Football Federation Australia has called for an end to “physical threats and death threats” directed at a News Corp journalist ahead of a planned walkout from A-League fans due to perceived poor treatment.
After Rebecca Wilson’s article named 198 people currently banned from A-League matches, the fan response has been heated, with Melbourne Victory and Western Sydney Wanderers supporters planning a walkout protest.
But FFA, who earlier on Wednesday stood by its efforts to eradicate “anti-social” behaviour at A-League games, highlighted the threats made towards Wilson, and called for them to stop.
“FFA has become aware that Sunday Telegraph journalist Rebecca Wilson has received physical threats and death threats,” an FFA statement read.
“While these are matters for the police, FFA has called for these threats to cease.”
Many A-League fans were incensed by the original News Corp article which listed almost 200 people banned from matches by name, with some of those now considering legal action.
FFA chief executive David Gallop distanced the organisation from the leak, saying the list is sent to clubs, venues and police to allow them to enforce the stadium bans.
“We have repeatedly and publicly said that we will identify and ban those who engage in anti-social behaviour at A-League matches. The list is the proof,” said Gallop, who is in New Delhi ahead of the annual Asian Football Confederation awards.
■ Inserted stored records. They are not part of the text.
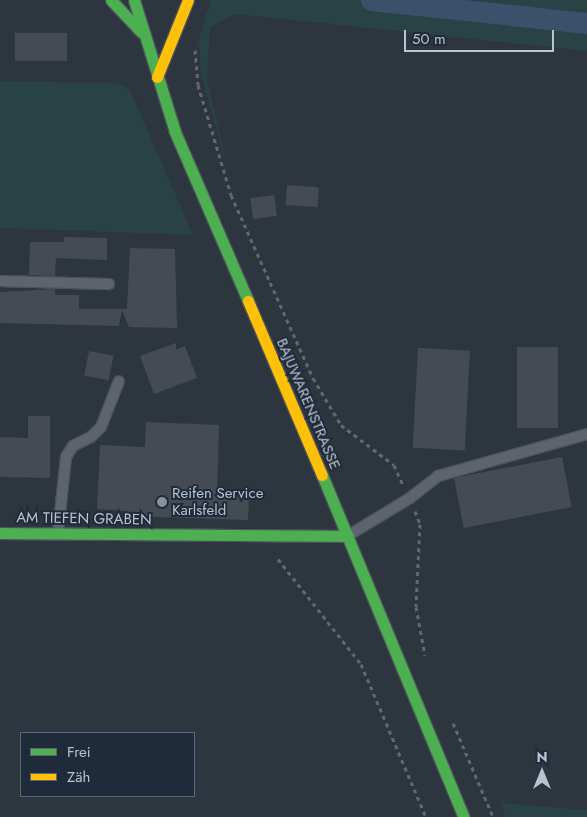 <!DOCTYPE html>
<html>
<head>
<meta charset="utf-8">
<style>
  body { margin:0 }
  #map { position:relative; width:587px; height:817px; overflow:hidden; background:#2d363f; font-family:Jost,sans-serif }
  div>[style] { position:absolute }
  .green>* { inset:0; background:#294246 }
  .canal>* { height:21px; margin:-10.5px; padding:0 10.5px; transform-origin:10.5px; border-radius:10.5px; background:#3a506b }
  .building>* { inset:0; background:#454b53; transform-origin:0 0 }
  .path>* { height:3px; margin-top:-1.5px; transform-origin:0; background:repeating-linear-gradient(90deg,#61686f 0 4px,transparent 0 8px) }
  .roads { filter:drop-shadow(1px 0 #4c5259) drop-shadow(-1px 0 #4c5259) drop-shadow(0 1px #4c5259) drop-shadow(0 -1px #4c5259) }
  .lane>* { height:10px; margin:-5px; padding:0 5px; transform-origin:5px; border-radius:5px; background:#5e646c }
  .fast>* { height:11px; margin:-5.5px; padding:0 5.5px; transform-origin:5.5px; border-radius:5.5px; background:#4caf50 }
  .slow>* { height:11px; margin:-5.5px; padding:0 5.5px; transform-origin:5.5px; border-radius:5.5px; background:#ffc107 }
  .dots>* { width:14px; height:14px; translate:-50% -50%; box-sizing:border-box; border:2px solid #1f2b3b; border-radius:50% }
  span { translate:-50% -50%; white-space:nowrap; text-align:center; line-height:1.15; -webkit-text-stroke:4px #1f2b3b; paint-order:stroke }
  .street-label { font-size:15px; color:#b9c2ce }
  .poi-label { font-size:15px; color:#b9c2ce }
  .left { translate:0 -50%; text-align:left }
  .legend { position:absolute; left:20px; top:732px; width:175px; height:65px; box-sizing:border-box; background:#1f2b3b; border:1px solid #5d6776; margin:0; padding:6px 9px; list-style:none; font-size:15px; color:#b9c2ce }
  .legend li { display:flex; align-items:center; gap:10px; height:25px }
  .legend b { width:25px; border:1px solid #5d6776 }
  .north { position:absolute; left:517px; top:747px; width:50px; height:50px; -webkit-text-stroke:4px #1f2b3b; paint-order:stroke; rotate:0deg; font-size:14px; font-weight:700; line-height:20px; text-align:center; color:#b9c2ce }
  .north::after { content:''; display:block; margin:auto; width:18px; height:22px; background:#b9c2ce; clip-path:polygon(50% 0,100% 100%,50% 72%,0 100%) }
  .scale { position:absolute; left:404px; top:30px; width:150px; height:22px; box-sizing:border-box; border:2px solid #b9c2ce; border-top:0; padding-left:6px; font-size:15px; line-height:18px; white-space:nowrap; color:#b9c2ce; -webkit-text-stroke:4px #1f2b3b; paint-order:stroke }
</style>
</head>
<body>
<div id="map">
  <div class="green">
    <i style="clip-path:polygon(211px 0,587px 0,587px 51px,236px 14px,210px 27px,207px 79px,231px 184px,201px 72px,199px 38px)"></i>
    <i style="clip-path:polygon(0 81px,117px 83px,130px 90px,193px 235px,0 228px)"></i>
    <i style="clip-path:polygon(502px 803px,587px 810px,587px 817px,505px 817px)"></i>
  </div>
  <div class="canal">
    <i style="left:371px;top:0;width:217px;rotate:6.1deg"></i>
  </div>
  <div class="building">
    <i style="left:67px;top:33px;width:28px;height:52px;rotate:90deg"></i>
    <i style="left:287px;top:185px;width:32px;height:20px;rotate:4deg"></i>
    <i style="left:274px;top:195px;width:21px;height:24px;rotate:82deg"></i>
    <i style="clip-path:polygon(64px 237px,107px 238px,107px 260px,56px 258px,55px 276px,29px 275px,30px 242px,64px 242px)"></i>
    <i style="clip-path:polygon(130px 248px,175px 249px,177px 328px,129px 327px,122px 310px,119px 326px,0 323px,0 292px,55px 289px,55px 295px,79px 295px,79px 309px,127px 309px)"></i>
    <i style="clip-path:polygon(176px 343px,176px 350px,185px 346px,197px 378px,154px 394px,140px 356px)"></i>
    <i style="left:517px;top:347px;width:41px;height:81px"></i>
    <i style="left:418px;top:348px;width:52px;height:100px;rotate:3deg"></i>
    <i style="left:89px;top:351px;width:25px;height:25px;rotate:11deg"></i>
    <i style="clip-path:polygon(28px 416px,50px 416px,50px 478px,0 477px,0 437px,28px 438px)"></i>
    <i style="clip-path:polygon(146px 422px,219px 425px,217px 496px,249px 497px,248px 520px,128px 516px,128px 511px,97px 509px,100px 445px,145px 447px)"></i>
    <i style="left:562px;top:457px;width:51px;height:110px;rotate:79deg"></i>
  </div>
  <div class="path">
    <i style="left:195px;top:50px;width:35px;rotate:85deg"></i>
    <i style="left:198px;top:85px;width:115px;rotate:73.3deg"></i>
    <i style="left:231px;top:195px;width:201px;rotate:65.9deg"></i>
    <i style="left:313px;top:378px;width:55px;rotate:59.2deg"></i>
    <i style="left:341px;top:425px;width:66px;rotate:37deg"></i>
    <i style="left:394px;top:465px;width:22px;rotate:66deg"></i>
    <i style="left:415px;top:511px;width:14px;rotate:69deg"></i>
    <i style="left:420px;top:524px;width:83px;rotate:92.8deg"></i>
    <i style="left:416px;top:607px;width:49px;rotate:79.4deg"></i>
    <i style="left:278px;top:559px;width:134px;rotate:51.7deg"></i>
    <i style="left:361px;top:664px;width:166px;rotate:67deg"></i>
    <i style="left:453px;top:723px;width:102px;rotate:66.9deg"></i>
  </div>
  <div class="roads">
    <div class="lane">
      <i style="left:0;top:281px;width:109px;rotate:1.6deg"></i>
      <i style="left:58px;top:532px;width:75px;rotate:-83.9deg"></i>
      <i style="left:66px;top:457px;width:13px;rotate:-58deg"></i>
      <i style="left:73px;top:446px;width:20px;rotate:-27deg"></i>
      <i style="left:91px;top:437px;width:14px;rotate:-45deg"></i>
      <i style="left:101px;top:427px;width:49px;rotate:-68.6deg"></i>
      <i style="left:349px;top:535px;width:71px;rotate:-31.2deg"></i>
      <i style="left:410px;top:498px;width:36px;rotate:-38deg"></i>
      <i style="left:438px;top:476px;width:155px;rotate:-15.7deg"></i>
    </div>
    <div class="fast">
      <i style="left:111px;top:0;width:44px;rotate:46.8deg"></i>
      <i style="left:134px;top:0;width:138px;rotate:72.7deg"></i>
      <i style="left:175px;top:132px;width:184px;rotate:66.6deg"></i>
      <i style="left:322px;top:475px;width:370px;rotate:67.5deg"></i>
      <i style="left:0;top:533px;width:348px;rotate:0.5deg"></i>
    </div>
    <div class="slow">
      <i style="left:157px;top:77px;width:83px;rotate:-68.1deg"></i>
      <i style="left:248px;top:301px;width:189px;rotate:67deg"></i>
    </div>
  </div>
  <div class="dots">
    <i style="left:162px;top:502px;background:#88919c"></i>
  </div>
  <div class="street-label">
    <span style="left:308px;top:404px;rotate:67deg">BAJUWARENSTRASSE</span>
    <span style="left:84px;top:519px;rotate:1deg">AM TIEFEN GRABEN</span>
  </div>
  <div class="poi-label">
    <span class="left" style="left:172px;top:502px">Reifen Service<br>Karlsfeld</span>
  </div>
  <ul class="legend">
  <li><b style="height:6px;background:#4caf50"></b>Frei</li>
  <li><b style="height:6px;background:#ffc107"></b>Zäh</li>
  </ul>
  <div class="north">N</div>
  <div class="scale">50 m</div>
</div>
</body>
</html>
“The list is sent to clubs, venues and police to give them the tools to enforce the bans to protect the true football fans and the atmosphere they generate. We may never know who leaked the list but it was not the FFA.”
Melbourne Victory’s chief supporter group North Terrace and the Wanderers’ Red and Black Bloc have made clear their intention to walk out of this weekend’s A-League fixtures, which could see as many as 2000 fans up and leave the stadium during the match, to draw attention to their grievances.
“There are rumours of how the leak eventuated but, nonetheless, the FFA cannot avoid being held accountable,” a statement by the Red and Black Bloc read.
“This confidential information falls under the FFA’s jurisdiction, and they are complicit in it being exposed.
“People’s lives and livelihoods have been jeopardised due to the existence of a list that has been created without due process.
“Many of these fans, some of which are under 18, have not been charged or convicted of offences.
“The FFA’s silence is deafening. They have treated fans with contempt once again, and active support around the country is standing up to a corporation that sees itself as above the law.
“A disgraceful organisation, from the top down.”
Meanwhile, former Socceroo Mark Bosnich begged FFA to introduce an appeals process for banned spectators, or consider letting the A-League clubs run the competition themselves.
Bosnich said fans who have committed anti-social behaviour should have the book thrown at them – but those who feel they have been banned unfairly should be able to have their cases heard.
“They have not got an appeals process and if you’re just dragged into a situation that has nothing of your doing and you’re just defending yourself, you could get a four, five or six year ban,” Bosnich told Fox Sports News.
“I’m pleading to the FFA, please, please on behalf of all people in football you could nip a lot of this in the bud by saying you will have a proper and fair appeals process.
“If you don’t stand up for your supporters and this is all too much for you then maybe you should just look after the national teams and let the A-League clubs run themselves.”
Melbourne Victory chief executive Ian Robson late on Wednesday issued a statement demanding the FFA enquire as to how the document was made public.
“We have asked FFA as to how the ‘banned spectator document’ was leaked, what safeguards were in place, and what changes will be made to ensure we don’t see a repeat of this,” said Robson.